* _DIRECTIONS_: Write each entry again exactly as shown, but without the images it holds.

* _GIVEN INFORMATION_:
# # # # # # #
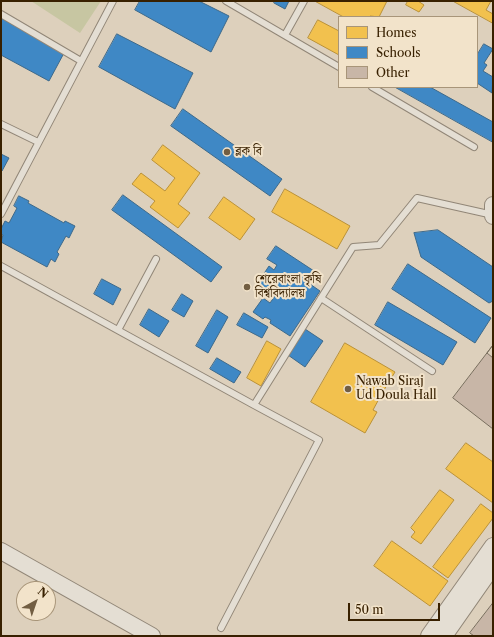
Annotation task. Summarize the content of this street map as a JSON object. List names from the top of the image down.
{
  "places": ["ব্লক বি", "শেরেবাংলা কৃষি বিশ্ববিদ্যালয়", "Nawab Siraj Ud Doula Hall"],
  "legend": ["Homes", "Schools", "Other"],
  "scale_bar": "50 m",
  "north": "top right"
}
# # # # # # #
* _EXERCISE ANSWER_:
Annotation task. Summarize the content of this street map as a JSON object. List names from the top of the image down.
{
  "places": ["ব্লক বি", "শেরেবাংলা কৃষি বিশ্ববিদ্যালয়", "Nawab Siraj Ud Doula Hall"],
  "legend": ["Homes", "Schools", "Other"],
  "scale_bar": "50 m",
  "north": "top right"
}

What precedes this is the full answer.